4) Menetapkan Asumsi. Berdasarkan analisis lingkungan sebagaimana tersebut di atas, lebih lanjut dapat diperoleh asumsi tentang relevansi pelaksanaan pembangunan bidang kepariwisataan dan kebudayaan di Kabupaten Banyumas. Dalam hal ini ada lima asumsi dasar, yaitu:
a) Pemberdayaan potensi kepariwisataan dan kebudayaan dapat dimanfaatkan untuk kepentingan pembangunan daerah dan kesejahteraan bersama.
b) Pengembangan obyek dan daya tarik wisata di Kabupaten Banyumas perlu dioptimalkan dengan cara melaksanakan mekanisme kerja secara efektif dan efisien serta melibatkan pihak swasta sebagai satu kekuatan yang sinergis agar mampu bersaing dengan obyek dan daya tarik wisata daerah lain.
c) Pencapaian keberhasilan pembangunan bidang kepariwisataan dan kebudayaan memerlukan pemanfaatan berbagai sumberdaya yang ada secara terencana, efektif dan efisien.

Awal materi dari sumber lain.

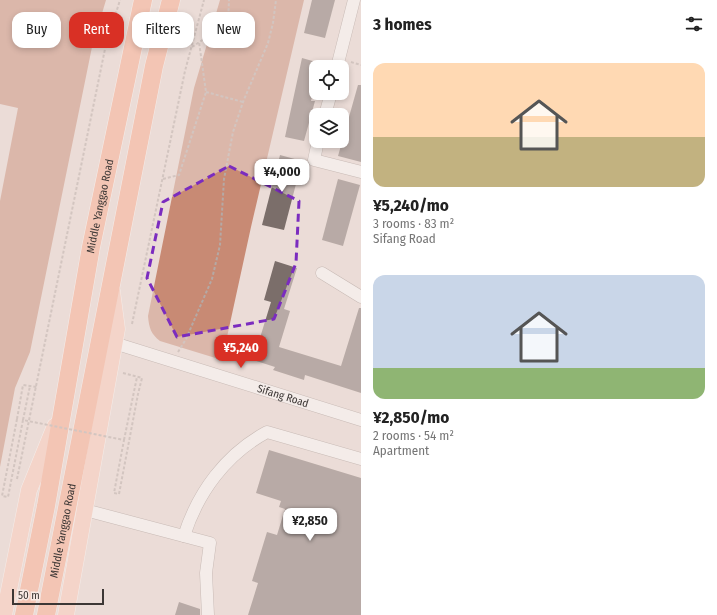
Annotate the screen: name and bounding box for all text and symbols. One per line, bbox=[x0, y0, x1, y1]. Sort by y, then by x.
chip: Buy bbox=[12, 12, 61, 48]
chip: Rent bbox=[69, 12, 124, 48]
chip: Filters bbox=[132, 12, 194, 48]
chip: New bbox=[202, 12, 255, 48]
icon: filters bbox=[683, 13, 705, 35]
text: 3 homes bbox=[373, 14, 432, 35]
map controls bbox=[309, 60, 349, 148]
button: locate bbox=[309, 60, 349, 100]
icon: home bbox=[503, 89, 575, 161]
button: layers bbox=[309, 108, 349, 148]
street label: Middle Yanggao Road bbox=[84, 158, 116, 254]
pin: ¥4,000 bbox=[249, 159, 315, 193]
text: ¥4,000 bbox=[263, 164, 301, 179]
text: ¥5,240/mo bbox=[373, 195, 449, 216]
text: 3 rooms · 83 m² bbox=[373, 216, 454, 231]
text: Sifang Road bbox=[373, 231, 436, 246]
icon: home bbox=[503, 301, 575, 373]
pin: ¥5,240 bbox=[208, 335, 274, 369]
text: ¥5,240 bbox=[223, 340, 259, 355]
street label: Sifang Road bbox=[256, 382, 310, 410]
text: ¥2,850/mo bbox=[373, 407, 449, 428]
text: 2 rooms · 54 m² bbox=[373, 428, 454, 443]
text: Apartment bbox=[373, 443, 429, 458]
street label: Middle Yanggao Road bbox=[47, 482, 78, 579]
pin: ¥2,850 bbox=[277, 508, 343, 542]
text: ¥2,850 bbox=[292, 513, 328, 528]
scale bar bbox=[12, 587, 104, 606]
text: 50 m bbox=[18, 589, 40, 602]

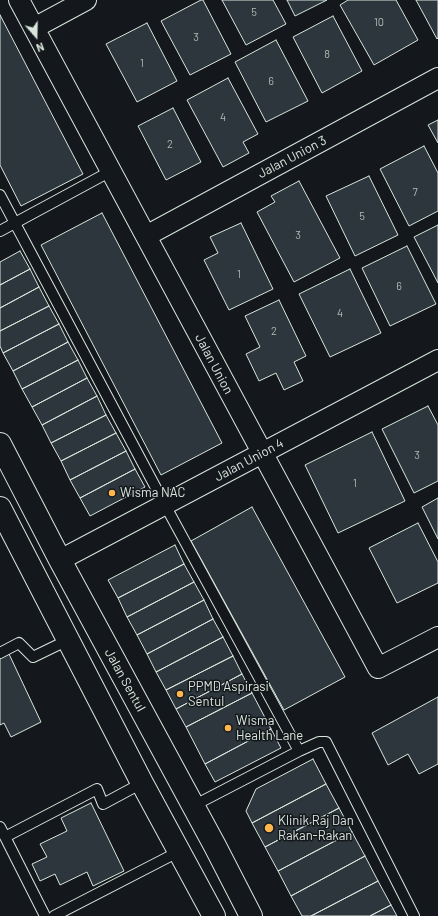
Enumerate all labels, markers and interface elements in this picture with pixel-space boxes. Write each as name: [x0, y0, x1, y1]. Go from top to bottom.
house number: 5: [251, 5, 257, 19]
house number: 10: [374, 15, 384, 29]
north arrow: [16, 16, 56, 56]
house number: 3: [193, 30, 199, 44]
text: N: [35, 40, 46, 55]
house number: 8: [324, 47, 330, 61]
house number: 1: [140, 56, 144, 70]
house number: 6: [268, 74, 274, 88]
house number: 4: [220, 110, 226, 124]
street label: Jalan Union 3: [255, 132, 329, 182]
house number: 2: [167, 137, 173, 151]
house number: 7: [412, 185, 418, 199]
house number: 5: [359, 209, 365, 223]
house number: 3: [295, 228, 301, 242]
house number: 1: [237, 267, 241, 281]
house number: 6: [396, 279, 402, 293]
house number: 4: [337, 306, 343, 320]
house number: 2: [271, 324, 277, 338]
street label: Jalan Union: [192, 331, 236, 397]
street label: Jalan Union 4: [212, 435, 286, 485]
house number: 3: [414, 448, 420, 462]
house number: 1: [353, 476, 357, 490]
place label: Wisma NAC: [120, 485, 185, 501]
marker: Wisma NAC: [107, 488, 117, 498]
street label: Jalan Sentul: [101, 646, 149, 714]
place label: PPMD Aspirasi Sentul: [188, 679, 269, 710]
marker: PPMD Aspirasi Sentul: [175, 689, 185, 699]
place label: Wisma Health Lane: [236, 713, 303, 744]
marker: Wisma Health Lane: [223, 723, 233, 733]
place label: Klinik Raj Dan Rakan-Rakan: [278, 813, 354, 844]
marker: Klinik Raj Dan Rakan-Rakan: [263, 822, 275, 834]

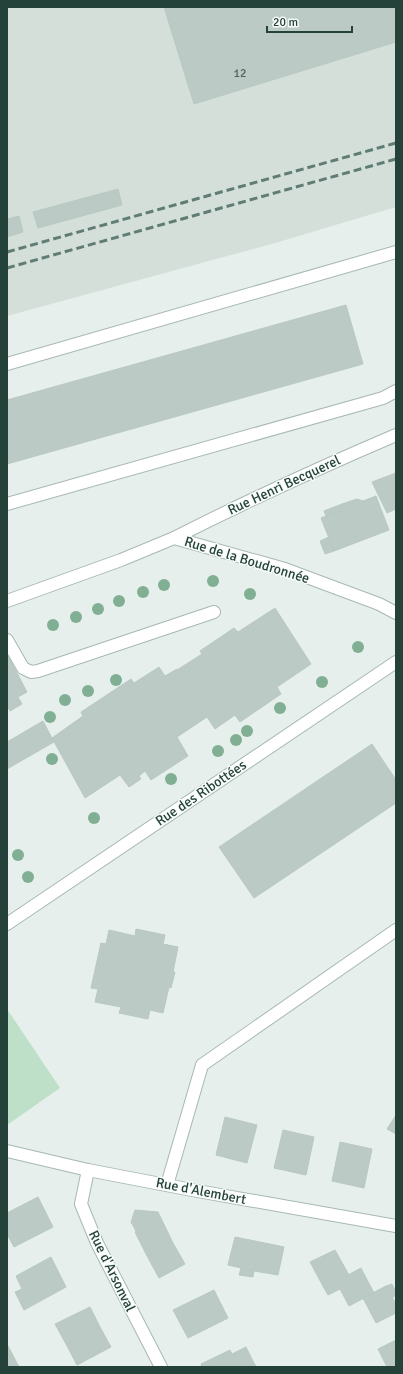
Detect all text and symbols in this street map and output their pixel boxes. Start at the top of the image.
scale bar [267,8,352,34]
text: 20 m [273,15,298,30]
house number: 12 [234,66,246,81]
street label: Rue Henri Becquerel [225,451,343,519]
street label: Rue de la Boudronnée [182,533,312,587]
street label: Rue des Ribottées [152,756,250,830]
street label: Rue d'Alembert [155,1174,248,1208]
street label: Rue d'Arsonval [85,1228,139,1314]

d) Implementasi otonomi daerah diarahkan pada optimalisasi penggarapan bidang kepariwisataan dan kebudayaan guna mewujudkan jatidiri dan kepribadian bangsa.
e) Pengelolaan aspek-aspek kebudayaan lokal perlu lebih dioptimalkan untuk mewujudkan jatidiri bangsa serta menjadi beteng bagi arus budaya asing yang tidak selaras dengan kepribadian bangsa Indonesia.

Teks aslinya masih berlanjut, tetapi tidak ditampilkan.